Look through the data and write out every line with the word "linear" in it.

[[ Input data open ]]

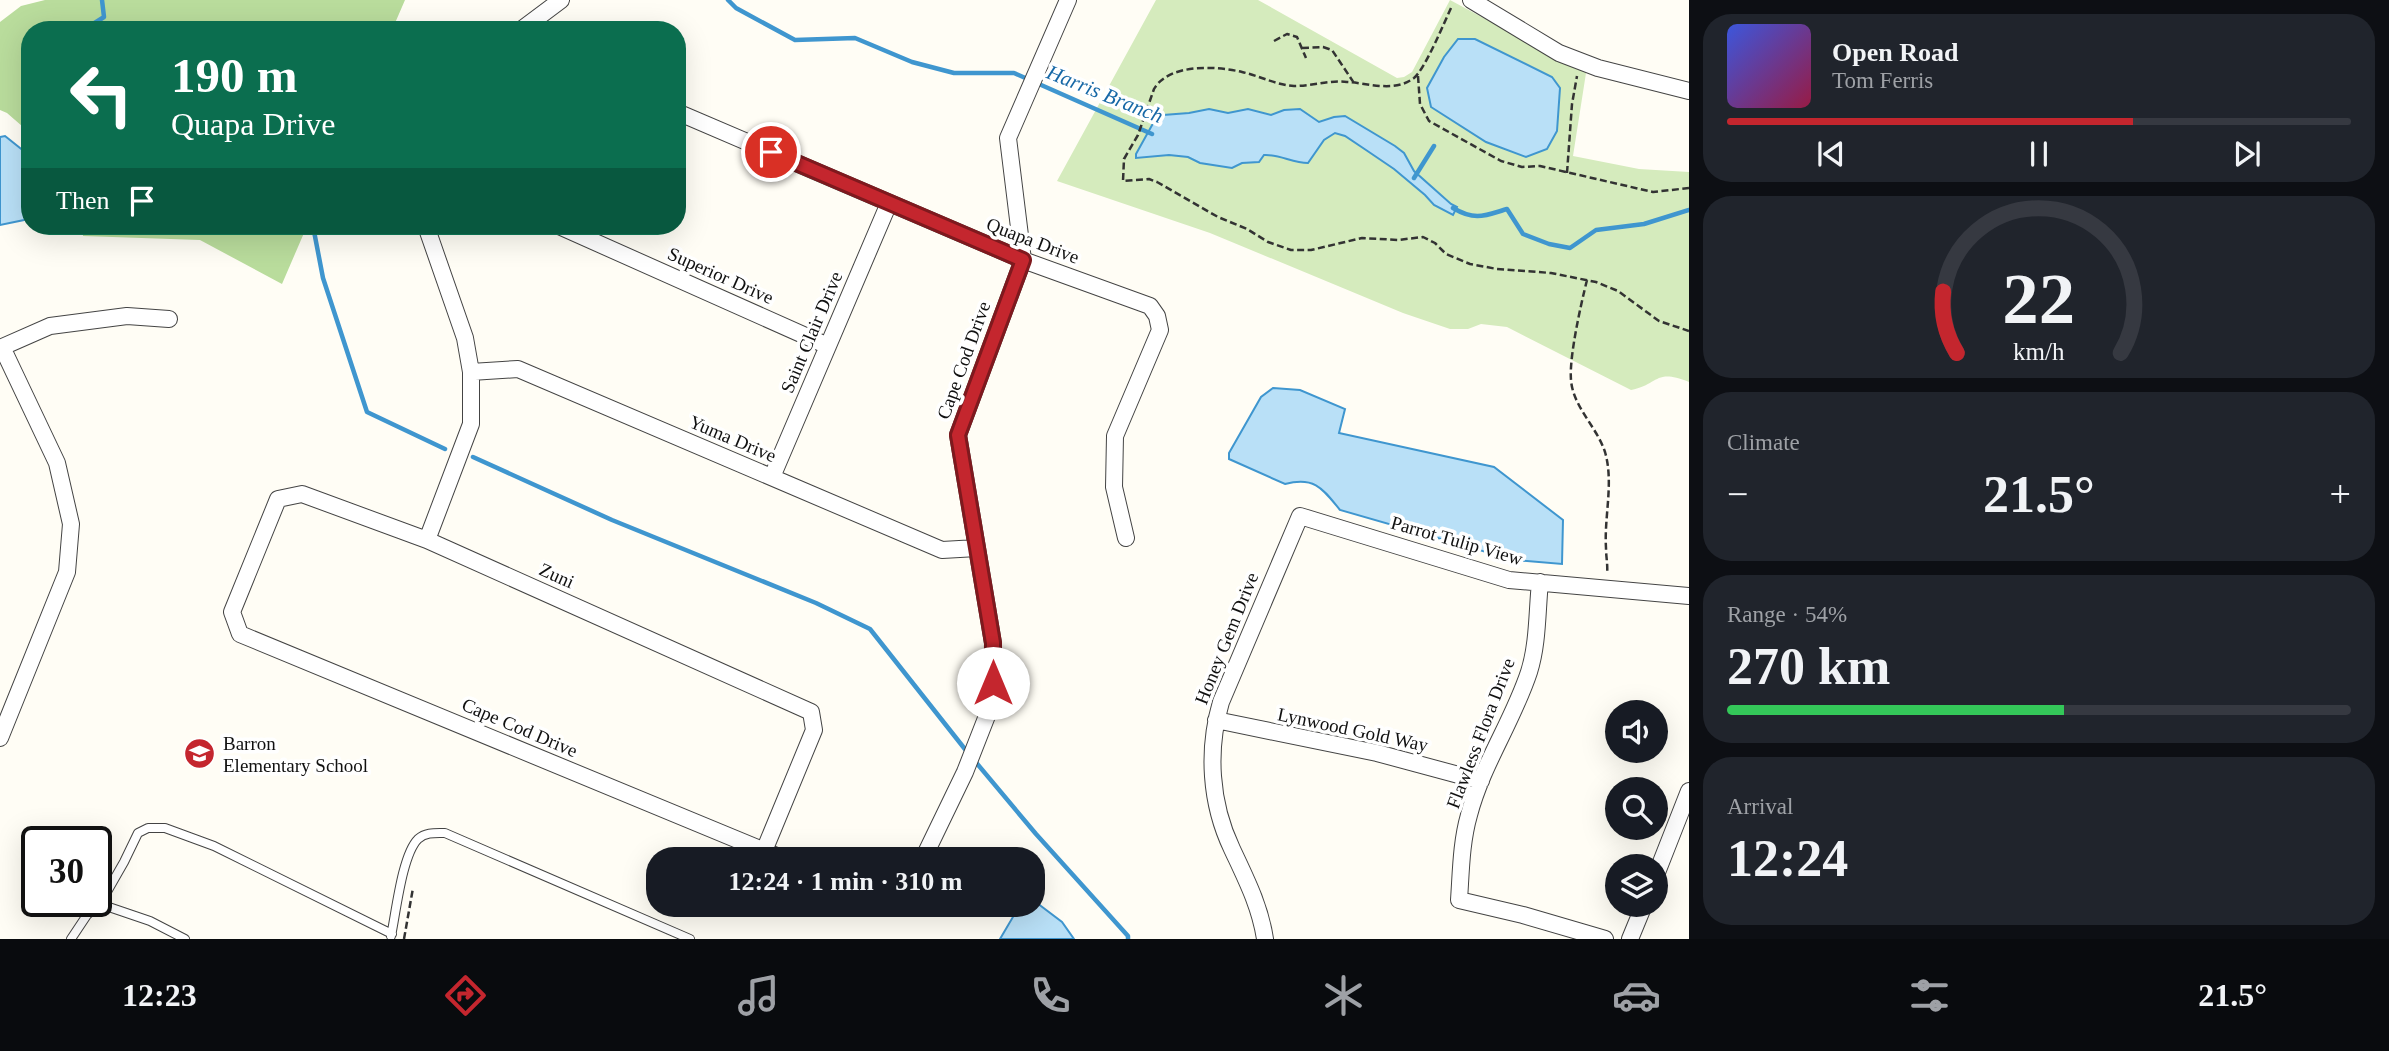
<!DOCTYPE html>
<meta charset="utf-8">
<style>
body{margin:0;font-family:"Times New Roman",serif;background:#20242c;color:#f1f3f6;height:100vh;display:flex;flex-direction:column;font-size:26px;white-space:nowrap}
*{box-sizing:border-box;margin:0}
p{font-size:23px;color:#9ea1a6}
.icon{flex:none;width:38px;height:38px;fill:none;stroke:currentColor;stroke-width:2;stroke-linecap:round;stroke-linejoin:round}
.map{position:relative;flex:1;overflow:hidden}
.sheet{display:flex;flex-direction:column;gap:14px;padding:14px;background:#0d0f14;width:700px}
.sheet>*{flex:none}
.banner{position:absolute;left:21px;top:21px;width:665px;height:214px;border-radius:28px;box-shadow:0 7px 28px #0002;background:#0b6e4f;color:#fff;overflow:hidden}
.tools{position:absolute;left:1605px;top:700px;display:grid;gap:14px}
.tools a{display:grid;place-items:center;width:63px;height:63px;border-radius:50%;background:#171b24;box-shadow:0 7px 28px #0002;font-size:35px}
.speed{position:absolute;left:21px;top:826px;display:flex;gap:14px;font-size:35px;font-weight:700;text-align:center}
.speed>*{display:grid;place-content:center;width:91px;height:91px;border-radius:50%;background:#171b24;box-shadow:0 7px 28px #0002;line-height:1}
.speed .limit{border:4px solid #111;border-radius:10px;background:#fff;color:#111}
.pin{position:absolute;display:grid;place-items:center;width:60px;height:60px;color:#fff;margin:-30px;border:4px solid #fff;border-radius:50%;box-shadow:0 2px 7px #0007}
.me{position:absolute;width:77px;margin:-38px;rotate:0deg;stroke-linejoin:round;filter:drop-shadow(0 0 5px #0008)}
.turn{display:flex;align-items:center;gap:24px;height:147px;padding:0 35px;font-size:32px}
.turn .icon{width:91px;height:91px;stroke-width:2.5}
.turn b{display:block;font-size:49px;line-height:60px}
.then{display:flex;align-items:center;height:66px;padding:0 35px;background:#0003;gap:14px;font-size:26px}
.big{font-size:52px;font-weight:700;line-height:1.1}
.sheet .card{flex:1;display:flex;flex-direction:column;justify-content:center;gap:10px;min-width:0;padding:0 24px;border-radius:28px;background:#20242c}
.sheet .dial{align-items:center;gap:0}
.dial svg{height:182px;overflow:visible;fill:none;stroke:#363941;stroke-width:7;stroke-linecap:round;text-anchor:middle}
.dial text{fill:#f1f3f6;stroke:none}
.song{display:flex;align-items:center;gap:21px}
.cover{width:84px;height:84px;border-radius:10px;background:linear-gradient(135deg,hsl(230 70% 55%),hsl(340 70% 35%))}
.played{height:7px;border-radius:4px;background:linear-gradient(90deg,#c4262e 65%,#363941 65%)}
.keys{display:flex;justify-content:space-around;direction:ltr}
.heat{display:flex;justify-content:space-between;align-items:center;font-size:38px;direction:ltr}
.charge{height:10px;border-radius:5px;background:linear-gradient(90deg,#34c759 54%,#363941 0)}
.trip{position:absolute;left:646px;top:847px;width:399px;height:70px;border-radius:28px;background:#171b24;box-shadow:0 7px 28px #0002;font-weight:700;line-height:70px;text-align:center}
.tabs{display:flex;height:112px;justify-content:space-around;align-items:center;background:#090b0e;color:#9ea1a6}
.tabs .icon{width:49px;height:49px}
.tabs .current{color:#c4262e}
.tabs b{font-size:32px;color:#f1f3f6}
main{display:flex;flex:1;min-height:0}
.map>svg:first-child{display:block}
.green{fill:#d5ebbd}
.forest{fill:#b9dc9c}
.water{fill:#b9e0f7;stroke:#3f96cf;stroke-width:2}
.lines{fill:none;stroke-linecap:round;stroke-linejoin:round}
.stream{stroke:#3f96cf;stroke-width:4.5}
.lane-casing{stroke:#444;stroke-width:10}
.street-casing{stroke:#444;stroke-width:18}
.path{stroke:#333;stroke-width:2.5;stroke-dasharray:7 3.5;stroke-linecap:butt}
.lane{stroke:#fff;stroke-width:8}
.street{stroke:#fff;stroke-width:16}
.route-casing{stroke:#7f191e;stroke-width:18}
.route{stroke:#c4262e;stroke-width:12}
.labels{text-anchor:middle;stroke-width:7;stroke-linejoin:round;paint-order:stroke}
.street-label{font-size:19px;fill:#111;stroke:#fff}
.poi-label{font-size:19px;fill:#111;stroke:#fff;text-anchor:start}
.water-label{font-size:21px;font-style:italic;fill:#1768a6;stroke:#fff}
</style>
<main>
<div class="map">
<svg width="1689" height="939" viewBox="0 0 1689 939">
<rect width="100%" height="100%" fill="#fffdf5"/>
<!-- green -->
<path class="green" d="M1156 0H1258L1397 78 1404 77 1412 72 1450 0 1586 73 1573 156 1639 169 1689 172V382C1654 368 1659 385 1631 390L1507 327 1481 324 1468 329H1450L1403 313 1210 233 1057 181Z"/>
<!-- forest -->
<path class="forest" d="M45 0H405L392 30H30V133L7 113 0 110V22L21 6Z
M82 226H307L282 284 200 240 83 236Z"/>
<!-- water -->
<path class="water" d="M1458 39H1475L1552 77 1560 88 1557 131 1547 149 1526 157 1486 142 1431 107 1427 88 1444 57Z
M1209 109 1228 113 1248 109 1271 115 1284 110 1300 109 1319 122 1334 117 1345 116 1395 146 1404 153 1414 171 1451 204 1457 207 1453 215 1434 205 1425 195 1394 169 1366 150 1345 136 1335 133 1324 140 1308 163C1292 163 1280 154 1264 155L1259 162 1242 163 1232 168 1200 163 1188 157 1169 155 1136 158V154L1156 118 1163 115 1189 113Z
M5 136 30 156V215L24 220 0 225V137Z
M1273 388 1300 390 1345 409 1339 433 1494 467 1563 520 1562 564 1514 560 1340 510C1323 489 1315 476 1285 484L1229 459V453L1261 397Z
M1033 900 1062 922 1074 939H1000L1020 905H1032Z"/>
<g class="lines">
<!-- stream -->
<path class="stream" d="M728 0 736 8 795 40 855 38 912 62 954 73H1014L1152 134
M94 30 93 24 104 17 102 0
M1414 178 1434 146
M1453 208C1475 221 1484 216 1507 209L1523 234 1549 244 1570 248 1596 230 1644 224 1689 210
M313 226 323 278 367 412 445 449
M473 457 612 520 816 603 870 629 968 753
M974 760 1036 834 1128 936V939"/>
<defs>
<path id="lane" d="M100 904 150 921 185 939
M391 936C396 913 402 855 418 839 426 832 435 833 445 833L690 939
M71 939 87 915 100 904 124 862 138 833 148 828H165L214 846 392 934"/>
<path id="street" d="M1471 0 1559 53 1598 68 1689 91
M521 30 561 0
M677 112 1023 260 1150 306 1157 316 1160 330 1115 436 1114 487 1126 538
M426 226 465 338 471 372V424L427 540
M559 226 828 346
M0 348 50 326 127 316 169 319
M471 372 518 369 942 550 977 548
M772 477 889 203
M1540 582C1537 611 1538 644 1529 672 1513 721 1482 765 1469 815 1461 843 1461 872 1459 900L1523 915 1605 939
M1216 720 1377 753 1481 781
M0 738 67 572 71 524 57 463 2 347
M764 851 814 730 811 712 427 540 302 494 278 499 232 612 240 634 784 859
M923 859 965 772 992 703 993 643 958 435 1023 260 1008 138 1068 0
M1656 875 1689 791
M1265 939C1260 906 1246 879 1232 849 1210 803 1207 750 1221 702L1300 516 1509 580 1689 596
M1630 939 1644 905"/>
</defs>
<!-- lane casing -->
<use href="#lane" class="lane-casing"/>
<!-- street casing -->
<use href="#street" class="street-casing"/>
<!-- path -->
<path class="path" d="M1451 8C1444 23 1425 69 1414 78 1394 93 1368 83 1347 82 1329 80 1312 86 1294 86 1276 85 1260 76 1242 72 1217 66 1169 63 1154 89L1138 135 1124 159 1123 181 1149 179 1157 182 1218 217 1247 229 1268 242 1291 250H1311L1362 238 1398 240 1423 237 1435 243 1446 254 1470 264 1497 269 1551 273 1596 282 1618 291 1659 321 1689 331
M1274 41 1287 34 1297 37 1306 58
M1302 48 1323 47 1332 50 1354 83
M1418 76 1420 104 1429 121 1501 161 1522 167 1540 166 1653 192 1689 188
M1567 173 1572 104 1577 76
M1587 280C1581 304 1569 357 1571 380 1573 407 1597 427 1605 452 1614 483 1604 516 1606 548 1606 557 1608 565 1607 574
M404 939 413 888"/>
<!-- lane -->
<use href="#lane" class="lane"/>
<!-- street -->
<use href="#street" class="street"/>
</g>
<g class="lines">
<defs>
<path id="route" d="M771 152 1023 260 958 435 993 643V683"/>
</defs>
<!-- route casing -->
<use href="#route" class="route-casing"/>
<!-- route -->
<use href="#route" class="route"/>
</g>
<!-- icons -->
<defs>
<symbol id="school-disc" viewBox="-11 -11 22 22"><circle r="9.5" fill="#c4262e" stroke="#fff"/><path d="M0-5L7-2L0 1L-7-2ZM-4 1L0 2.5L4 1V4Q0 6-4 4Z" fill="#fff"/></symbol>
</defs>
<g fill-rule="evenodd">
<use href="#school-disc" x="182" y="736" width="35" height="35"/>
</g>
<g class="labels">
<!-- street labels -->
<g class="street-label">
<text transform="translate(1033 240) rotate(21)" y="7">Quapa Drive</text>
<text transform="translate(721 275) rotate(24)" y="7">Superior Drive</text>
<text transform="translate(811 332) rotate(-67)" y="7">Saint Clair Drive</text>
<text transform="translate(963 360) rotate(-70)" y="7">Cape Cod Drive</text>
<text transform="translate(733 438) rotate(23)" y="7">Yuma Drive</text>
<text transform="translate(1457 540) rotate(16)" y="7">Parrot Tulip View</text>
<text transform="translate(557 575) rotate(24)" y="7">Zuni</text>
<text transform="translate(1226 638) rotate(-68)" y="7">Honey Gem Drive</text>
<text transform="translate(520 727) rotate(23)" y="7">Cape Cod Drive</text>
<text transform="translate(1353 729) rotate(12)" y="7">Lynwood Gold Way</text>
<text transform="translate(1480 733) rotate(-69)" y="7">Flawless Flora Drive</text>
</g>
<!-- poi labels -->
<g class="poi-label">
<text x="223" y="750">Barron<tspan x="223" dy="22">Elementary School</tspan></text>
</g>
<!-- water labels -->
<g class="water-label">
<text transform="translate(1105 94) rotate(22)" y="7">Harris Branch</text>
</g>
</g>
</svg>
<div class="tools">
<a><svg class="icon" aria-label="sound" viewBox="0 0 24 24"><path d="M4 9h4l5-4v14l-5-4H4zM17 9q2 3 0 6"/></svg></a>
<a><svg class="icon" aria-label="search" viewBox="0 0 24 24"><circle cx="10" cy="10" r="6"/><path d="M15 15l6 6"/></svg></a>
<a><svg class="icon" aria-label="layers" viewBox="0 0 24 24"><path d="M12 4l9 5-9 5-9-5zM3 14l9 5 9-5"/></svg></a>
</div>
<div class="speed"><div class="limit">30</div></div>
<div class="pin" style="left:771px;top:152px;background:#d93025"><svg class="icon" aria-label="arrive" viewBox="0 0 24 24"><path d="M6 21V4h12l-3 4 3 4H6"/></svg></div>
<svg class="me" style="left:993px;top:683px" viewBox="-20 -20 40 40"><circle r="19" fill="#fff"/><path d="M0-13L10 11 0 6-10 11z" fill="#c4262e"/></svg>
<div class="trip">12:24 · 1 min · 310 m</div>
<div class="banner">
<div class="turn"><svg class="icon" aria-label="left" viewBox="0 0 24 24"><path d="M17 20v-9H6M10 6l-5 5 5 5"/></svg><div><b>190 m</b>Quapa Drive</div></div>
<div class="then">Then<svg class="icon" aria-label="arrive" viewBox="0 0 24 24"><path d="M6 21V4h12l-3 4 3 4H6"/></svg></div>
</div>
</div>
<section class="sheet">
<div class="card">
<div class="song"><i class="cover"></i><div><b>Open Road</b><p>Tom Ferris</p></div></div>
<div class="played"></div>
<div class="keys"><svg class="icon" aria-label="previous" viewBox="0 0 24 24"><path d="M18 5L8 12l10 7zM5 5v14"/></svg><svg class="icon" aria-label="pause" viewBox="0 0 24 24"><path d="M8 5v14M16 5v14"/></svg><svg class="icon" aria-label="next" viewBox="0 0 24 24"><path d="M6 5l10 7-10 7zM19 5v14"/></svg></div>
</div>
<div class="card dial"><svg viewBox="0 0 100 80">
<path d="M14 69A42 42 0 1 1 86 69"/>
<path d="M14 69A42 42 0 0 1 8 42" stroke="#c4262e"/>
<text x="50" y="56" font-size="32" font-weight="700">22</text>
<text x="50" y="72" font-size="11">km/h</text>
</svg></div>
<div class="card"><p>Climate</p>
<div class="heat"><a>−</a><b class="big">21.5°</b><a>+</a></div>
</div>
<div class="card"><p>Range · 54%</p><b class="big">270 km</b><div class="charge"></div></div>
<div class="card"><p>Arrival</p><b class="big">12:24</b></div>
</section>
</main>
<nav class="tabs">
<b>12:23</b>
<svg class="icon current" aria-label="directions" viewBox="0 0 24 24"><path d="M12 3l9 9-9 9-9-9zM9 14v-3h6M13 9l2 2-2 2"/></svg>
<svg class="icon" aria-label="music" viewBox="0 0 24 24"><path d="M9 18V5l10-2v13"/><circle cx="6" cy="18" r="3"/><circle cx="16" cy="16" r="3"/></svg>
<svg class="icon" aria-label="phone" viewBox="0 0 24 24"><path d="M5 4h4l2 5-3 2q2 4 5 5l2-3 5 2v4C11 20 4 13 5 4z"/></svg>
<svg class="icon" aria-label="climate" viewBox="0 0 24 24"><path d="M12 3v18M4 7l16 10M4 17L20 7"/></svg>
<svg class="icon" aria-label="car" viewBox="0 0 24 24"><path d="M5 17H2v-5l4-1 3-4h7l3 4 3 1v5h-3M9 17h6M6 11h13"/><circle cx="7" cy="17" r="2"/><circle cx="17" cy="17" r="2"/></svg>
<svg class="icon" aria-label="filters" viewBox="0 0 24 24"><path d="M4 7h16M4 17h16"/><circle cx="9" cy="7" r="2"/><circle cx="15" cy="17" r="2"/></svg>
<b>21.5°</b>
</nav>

[[ Input data closed ]]

▶ Written response:
.cover{width:84px;height:84px;border-radius:10px;background:linear-gradient(135deg,hsl(230 70% 55%),hsl(340 70% 35%))}
.played{height:7px;border-radius:4px;background:linear-gradient(90deg,#c4262e 65%,#363941 65%)}
.charge{height:10px;border-radius:5px;background:linear-gradient(90deg,#34c759 54%,#363941 0)}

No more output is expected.